YueCheng Courtyard Kindergarten / MAD Architects
Three years after construction start, Chinese firm MAD Architects completed the singular project of the YueCheng Courtyard Kindergarten for pre-schoolers aged from 2 to 6 years.
The kindergarten reflects the design trend, embraced in recent years by some architectural firms, of safeguarding the ancient Chinese urban fabric, formed by a dense network of hutongs – the narrow Beijing alleys – formed by lines of traditional Siheyuan courtyard houses. These buildings have often been demolished in recent years due to those urbanization and urbanization processes that began in the mid-1980s and contributed – and are still contributing – to the transformation of the country.
Having to build on a 9,275 sqm site occupied by an original 18th century Siheyuan courtyard, a recent courtyard replica built in the 1990s and a modern four-storey building, the architects of firm MAD decided to remove the replica and to replace it with a new space, capable of holding the ancient building in the palm of its hands.
The new structure actually wraps, as in a respectful embrace, the ancient complex with a flowing motion, which contrasts the rigid layout of the historic structure.

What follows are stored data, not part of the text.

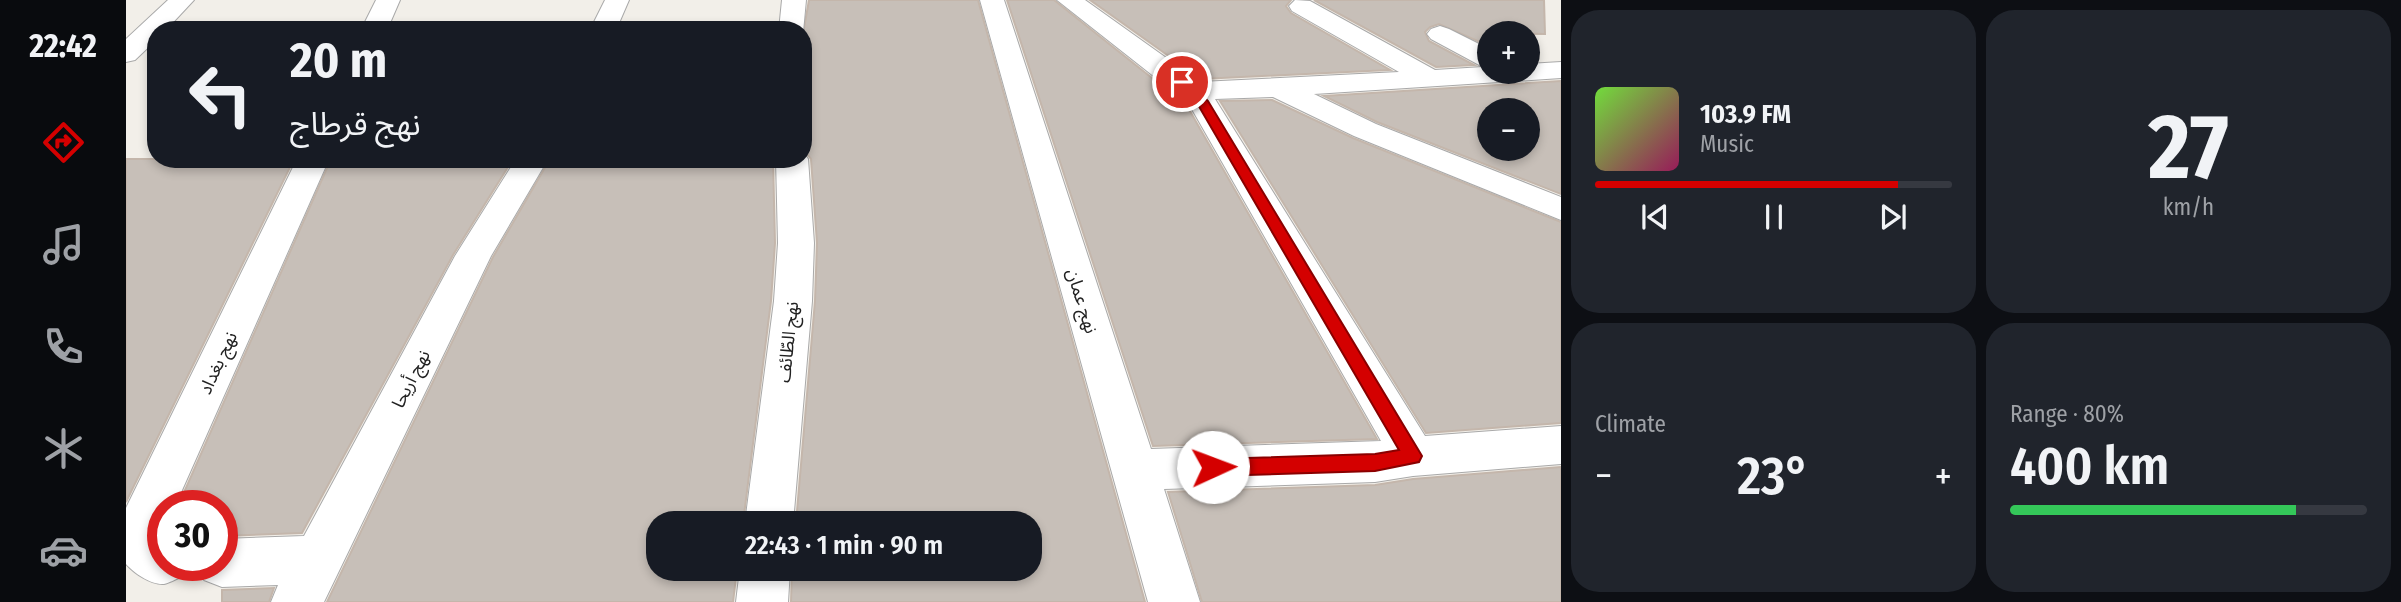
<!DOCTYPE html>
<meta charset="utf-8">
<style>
:root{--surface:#171b24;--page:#20242c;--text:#f1f3f6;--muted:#9ea1a6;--line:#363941;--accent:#d40000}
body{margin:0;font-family:"Fira Sans Condensed","Noto Sans Arabic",sans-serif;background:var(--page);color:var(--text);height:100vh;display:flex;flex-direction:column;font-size:26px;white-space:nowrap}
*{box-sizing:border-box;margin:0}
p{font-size:23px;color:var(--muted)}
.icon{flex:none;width:38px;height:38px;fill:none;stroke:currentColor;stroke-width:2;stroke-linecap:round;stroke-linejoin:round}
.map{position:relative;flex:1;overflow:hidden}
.sheet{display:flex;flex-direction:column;gap:10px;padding:10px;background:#0d0f14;width:840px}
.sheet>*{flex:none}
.guide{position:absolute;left:21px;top:21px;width:665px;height:147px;border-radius:28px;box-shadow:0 4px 10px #0003;background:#171b24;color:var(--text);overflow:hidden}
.tools{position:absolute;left:1351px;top:21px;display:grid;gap:14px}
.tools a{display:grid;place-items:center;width:63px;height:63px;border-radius:50%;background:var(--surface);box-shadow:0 4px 10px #0003;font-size:35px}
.speed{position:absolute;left:21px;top:490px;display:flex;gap:14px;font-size:35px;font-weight:700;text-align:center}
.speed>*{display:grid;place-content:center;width:91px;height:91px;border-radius:50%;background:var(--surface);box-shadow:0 4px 10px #0003;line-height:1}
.speed .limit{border:10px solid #d22;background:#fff;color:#111}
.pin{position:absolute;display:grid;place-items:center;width:60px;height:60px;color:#fff;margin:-30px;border:4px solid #fff;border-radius:50%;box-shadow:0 2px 7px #0007}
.me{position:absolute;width:77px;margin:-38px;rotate:88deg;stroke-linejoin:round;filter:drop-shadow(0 0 5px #0008)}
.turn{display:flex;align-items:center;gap:24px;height:147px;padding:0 28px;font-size:32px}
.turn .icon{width:91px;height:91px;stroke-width:2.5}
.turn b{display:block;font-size:49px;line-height:60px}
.big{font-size:52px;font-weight:600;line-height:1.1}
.sheet .card{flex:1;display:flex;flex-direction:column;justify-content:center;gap:10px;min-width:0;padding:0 24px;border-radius:28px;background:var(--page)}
.sheet .dial{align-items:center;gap:0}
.dial b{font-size:91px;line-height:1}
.song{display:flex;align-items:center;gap:21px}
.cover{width:84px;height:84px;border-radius:10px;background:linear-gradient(135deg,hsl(100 70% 55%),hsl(330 70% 35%))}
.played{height:7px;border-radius:4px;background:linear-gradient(90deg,var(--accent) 85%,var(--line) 85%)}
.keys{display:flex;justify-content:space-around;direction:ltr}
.heat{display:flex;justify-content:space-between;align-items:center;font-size:38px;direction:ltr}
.charge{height:10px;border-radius:5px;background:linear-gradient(90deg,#34c759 80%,var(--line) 0)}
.sheet .tiles{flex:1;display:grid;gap:10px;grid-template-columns:repeat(2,1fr)}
.trip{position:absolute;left:520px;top:511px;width:396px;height:70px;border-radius:28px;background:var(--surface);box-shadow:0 4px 10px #0003;font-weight:600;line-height:70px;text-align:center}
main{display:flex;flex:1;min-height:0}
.tab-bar{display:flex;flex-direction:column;width:126px;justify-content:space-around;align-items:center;background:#090b0e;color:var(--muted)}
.tab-bar .icon{width:49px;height:49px}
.tab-bar .active{color:var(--accent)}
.tab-bar b{font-size:32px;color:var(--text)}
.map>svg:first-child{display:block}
</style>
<main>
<nav class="tab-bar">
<b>22:42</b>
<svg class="icon active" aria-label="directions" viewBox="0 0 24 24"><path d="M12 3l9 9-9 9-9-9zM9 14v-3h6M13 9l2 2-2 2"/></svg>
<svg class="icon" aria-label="music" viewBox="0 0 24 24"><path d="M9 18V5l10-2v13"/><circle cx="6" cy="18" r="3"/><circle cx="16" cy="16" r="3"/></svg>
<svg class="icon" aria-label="phone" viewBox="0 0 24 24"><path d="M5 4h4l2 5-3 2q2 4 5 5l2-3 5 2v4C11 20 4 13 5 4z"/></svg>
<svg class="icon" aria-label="climate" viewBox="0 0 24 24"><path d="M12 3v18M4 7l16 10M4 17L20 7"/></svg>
<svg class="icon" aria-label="car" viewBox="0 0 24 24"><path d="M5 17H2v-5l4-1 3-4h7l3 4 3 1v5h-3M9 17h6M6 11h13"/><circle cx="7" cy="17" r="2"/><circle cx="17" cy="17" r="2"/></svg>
</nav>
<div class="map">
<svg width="1435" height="602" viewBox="0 0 1435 602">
<rect width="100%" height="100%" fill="#f2efe9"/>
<path fill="#c7bfb8" stroke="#c4b6ab" stroke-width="2" fill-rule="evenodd" d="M683,0H852L1019,602H665L666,569H903V523H670L689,301L691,243L685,159L677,149V34Z
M881,0H928L1061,106L1251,439L1027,446Z
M964,0H1165L1160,6L1165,13L1264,70L1075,79Z
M1188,0H1418L1419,34L1363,33V46L1313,24L1304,27L1299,32L1303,41L1348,65L1310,67Z
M1435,81V194L1251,122L1198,96ZM1363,110H1402V149H1363Z
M1146,100L1227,138L1435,222V423L1300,433L1094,101Z
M0,159H168L0,502Z
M205,159H387L327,255L176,533L96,536V506H52Z
M424,159H647L649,243L645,301L617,523H532V569H611L607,602H201L367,257Z
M1435,467V602H1076L1042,492L1249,485L1287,479Z
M148,588L143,602H96V590Z"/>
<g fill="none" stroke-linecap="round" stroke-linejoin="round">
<g stroke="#a9a9a9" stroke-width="2">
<path id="street" d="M42,0H68L40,30H30V40L9,60L0,62V39Z
M250,0H274L261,30H235Z
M479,0H503L490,30H464Z
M656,0H680L677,32V30H653Z
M854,0H878L1025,449L1255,441L1063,104L931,0H959L1074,82L1273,72L1166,11L1163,6L1169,0L1184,1L1309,70L1357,67L1305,39L1301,34L1305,29L1314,26L1323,29L1363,49V72H1402V64L1435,62V78L1188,94L1250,124L1435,197V220L1228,136L1147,97L1089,99L1299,436L1435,426V464L1287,476L1249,482L1038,489L1074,602H1022Z
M677,152L682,159L688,243L686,301L667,523H619L648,301L652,243L650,159H677Z
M171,159H203L49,506H37V565H60L55,577C50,579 43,583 38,584C25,585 8,573 0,564V508Z
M390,159H422L365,256L198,602H145L152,585L96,587L78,580L72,565H96V539L178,536L329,256Z
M614,569H664L662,602H610Z"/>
</g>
<use href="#street" fill="#fff" fill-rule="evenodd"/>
</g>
<path fill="#d40000" stroke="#8a0000" stroke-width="2" d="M1052,79H1060L1082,101L1293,451L1296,456L1293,462L1249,471L1087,476L1081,473L1078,467L1081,462L1087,459L1249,454L1273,450L1071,103L1052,84Z"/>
<g text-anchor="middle" stroke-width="6" stroke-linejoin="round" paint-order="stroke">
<g font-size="18" fill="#222" stroke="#fff">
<text transform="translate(956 301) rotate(73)" y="6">نهج عمان</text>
<text transform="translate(662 342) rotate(-84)" y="6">نهج الطّائف</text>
<text transform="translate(92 363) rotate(-65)" y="6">نهج بغداد</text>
<text transform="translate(285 379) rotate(-63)" y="6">نهج أريحا</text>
</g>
</g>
</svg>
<div class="tools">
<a>+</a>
<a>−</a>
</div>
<div class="speed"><div class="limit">30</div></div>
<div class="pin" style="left:1056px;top:82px;background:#d93025"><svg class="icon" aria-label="arrive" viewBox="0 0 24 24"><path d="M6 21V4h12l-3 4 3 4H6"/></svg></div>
<svg class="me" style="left:1087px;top:467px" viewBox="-20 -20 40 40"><circle r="19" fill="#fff"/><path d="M0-13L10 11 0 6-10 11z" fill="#d40000"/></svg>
<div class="trip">22:43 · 1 min · 90 m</div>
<div class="guide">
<div class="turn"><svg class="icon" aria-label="left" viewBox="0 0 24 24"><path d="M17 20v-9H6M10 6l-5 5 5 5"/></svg><div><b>20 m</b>نهج قرطاج</div></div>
</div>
</div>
<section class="sheet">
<div class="tiles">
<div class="card">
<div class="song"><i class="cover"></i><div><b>103.9 FM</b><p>Music</p></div></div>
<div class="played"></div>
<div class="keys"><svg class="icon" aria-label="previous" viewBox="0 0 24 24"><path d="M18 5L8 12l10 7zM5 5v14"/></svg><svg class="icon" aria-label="pause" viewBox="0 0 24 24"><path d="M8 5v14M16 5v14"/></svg><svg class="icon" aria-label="next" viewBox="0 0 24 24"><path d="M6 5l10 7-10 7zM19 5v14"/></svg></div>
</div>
<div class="card dial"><b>27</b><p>km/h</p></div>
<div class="card"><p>Climate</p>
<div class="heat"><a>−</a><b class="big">23°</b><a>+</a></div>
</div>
<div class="card"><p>Range · 80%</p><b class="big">400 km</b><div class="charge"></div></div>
</div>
</section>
</main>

The new complex, which winds around the past, is formed by a variety of independent spaces, united under a single brightly coloured roof, which also serves as an outdoor playground for the children. The project shows how architectural elements differing in type, aesthetics and historical periods, sometimes even contradictory, can not only coexist harmoniously, while maintain their authenticity and individuality, but they can also work in unison to create added value to the whole.
At ground level, the three courtyards surrounding the centuries-old trees, which correspond to those of the old Siheyuan structures, provide the teaching spaces, through the floor-to-ceiling glass walls, with light, ventilation and an outdoor playground. In these courtyards there is the presence of human life, nature and world, acting together to form the true core of the architecture – commented Ma Yansong, founder of studio MAD.
Inside the classrooms, the height lowered by a single aluminium false grille ceiling and the use of natural materials create a warm family atmosphere for the children. The kindergarten houses a small theatre, a library, an indoor playground and, on the west side of the lobby, the learning areas, which develop in fluid and uninterrupted spaces, where the different mixed-age learning groups are not separated by closed walls, but by curved walls at regular intervals.
The adjacent ancient courtyard house – hosting the children’s extracurricular cultural and artistic activities and the staff offices – is always visible through the large glass windows to represent for the children a point of inspiration and a chance to deepen their understanding of history and to learn from the past.
Furthermore, a series of slides and stairs connect the courtyards to the rooftop above: a modern, colourful undulating landscape that serves as an additional outdoor playground for the children.